▸ WHAT YOU WILL DO:
Copy every line that contains the string "search" from the entries below.

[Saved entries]

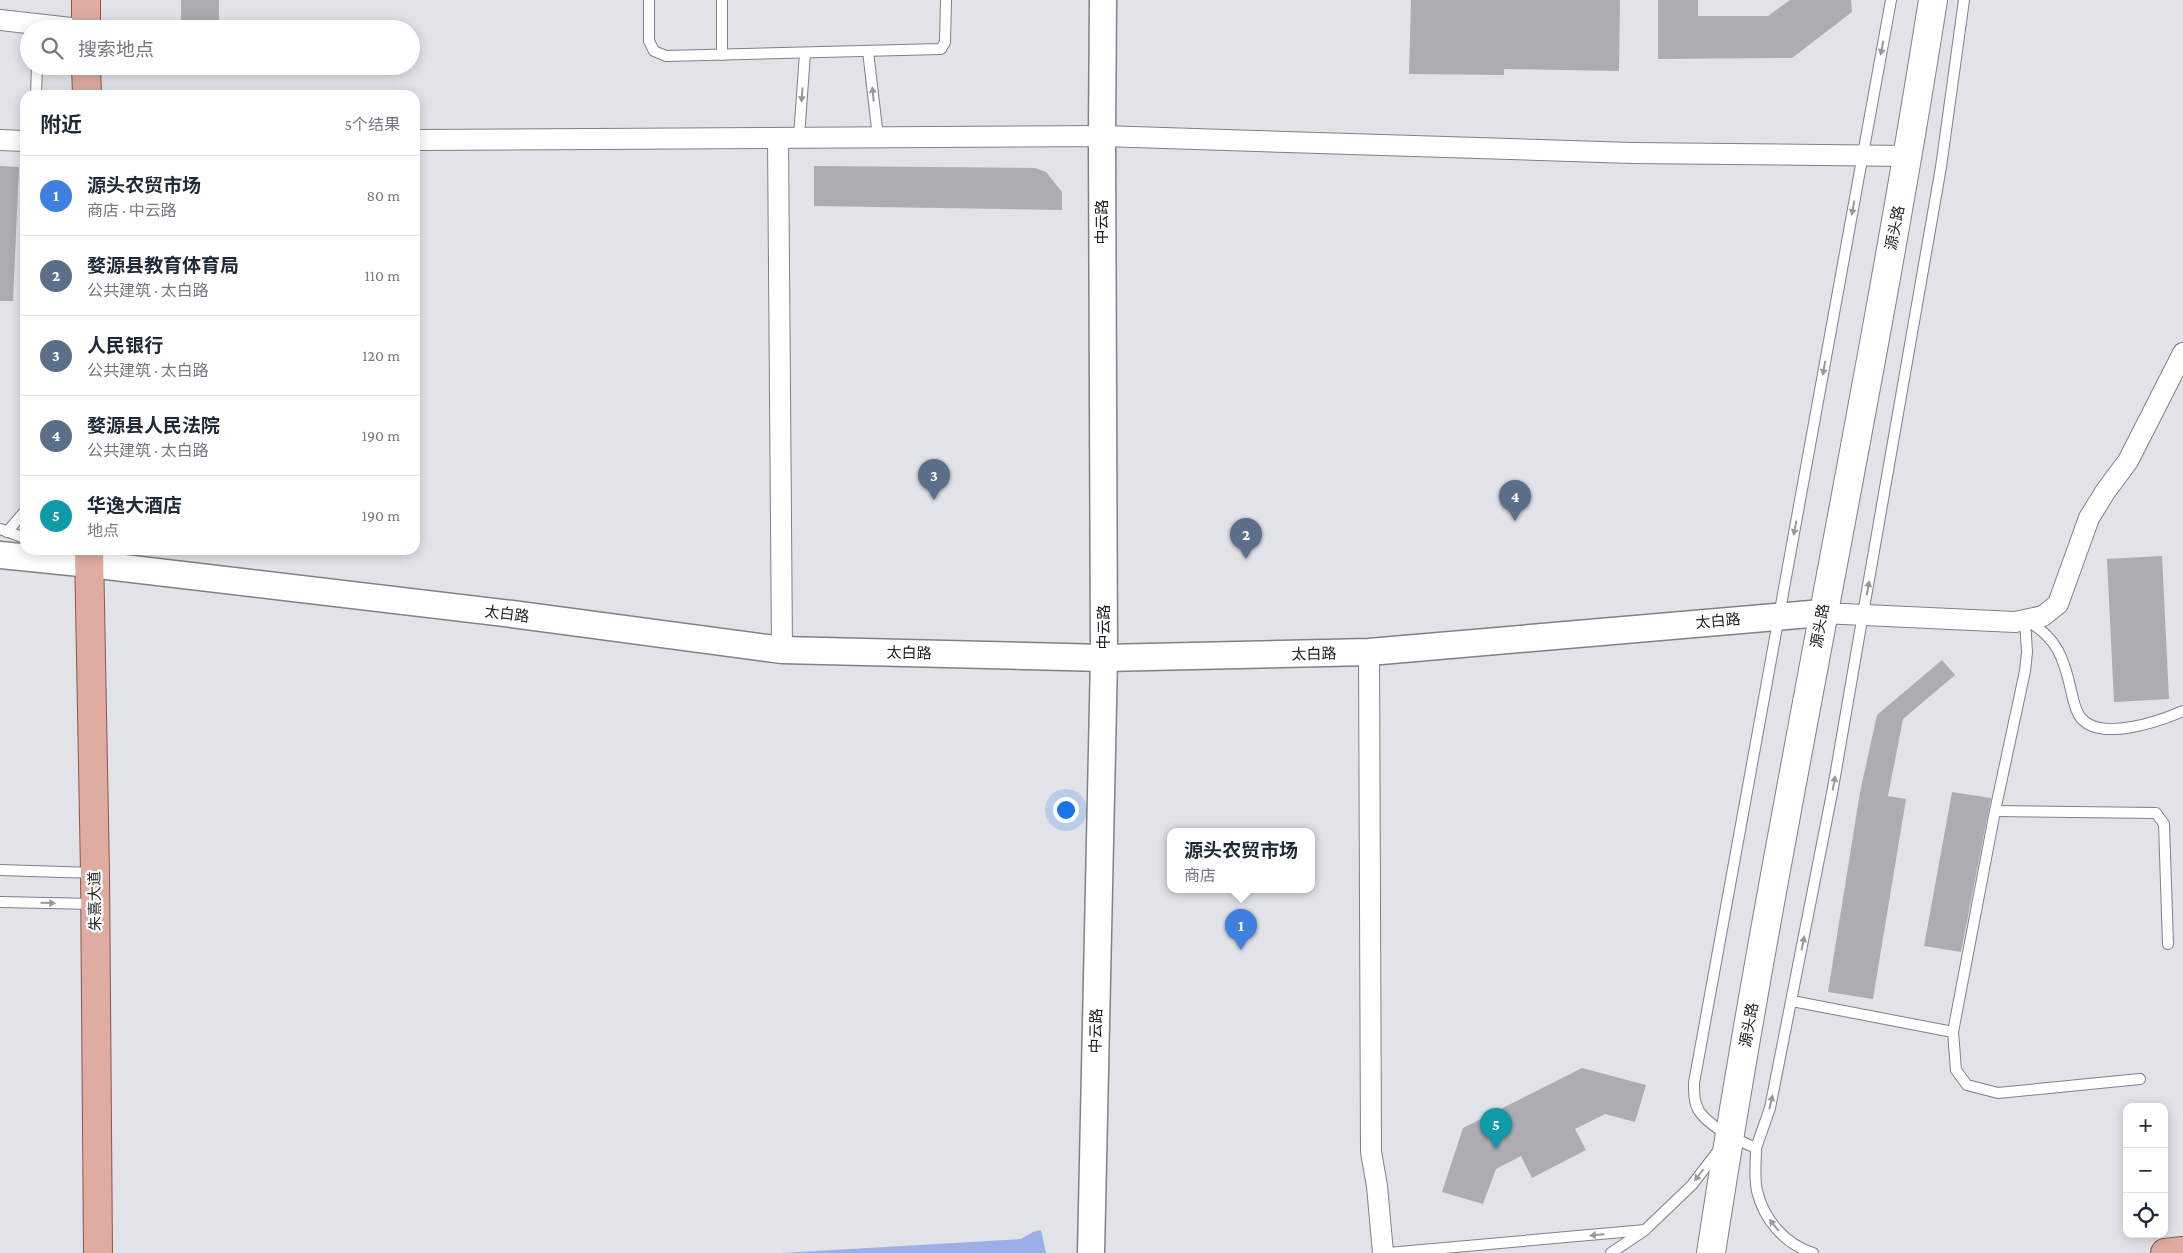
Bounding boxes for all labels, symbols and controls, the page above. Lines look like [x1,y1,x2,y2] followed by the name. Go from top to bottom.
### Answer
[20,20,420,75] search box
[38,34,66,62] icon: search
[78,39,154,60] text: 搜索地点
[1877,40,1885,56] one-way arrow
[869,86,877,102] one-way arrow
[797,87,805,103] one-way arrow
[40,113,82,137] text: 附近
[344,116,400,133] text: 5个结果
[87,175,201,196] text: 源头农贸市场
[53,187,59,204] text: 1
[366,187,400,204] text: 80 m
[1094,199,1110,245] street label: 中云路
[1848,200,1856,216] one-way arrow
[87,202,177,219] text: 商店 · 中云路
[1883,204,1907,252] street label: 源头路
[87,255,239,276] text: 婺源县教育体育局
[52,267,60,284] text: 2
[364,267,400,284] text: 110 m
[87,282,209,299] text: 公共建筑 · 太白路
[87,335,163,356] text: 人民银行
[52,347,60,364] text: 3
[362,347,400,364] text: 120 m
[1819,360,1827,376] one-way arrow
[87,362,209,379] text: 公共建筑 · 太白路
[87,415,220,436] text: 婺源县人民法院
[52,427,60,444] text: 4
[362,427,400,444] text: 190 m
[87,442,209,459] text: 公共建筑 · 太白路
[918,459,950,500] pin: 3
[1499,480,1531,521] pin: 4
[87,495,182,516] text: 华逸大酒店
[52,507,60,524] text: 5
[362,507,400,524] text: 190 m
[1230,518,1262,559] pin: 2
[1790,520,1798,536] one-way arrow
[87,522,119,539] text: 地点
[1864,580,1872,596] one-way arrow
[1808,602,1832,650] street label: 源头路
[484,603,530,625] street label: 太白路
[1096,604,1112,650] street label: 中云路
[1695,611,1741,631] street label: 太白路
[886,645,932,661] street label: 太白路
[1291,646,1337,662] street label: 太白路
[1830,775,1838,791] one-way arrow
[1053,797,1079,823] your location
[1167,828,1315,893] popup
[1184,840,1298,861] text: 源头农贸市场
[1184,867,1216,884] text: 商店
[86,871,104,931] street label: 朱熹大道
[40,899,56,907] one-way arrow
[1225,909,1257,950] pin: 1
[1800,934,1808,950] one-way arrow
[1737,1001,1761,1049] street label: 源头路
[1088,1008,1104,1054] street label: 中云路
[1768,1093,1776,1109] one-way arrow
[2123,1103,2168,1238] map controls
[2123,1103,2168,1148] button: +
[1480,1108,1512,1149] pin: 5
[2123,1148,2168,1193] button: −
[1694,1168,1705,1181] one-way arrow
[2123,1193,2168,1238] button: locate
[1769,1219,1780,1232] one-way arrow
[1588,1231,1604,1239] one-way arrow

▸ OUTPUT:
[20,20,420,75] search box
[38,34,66,62] icon: search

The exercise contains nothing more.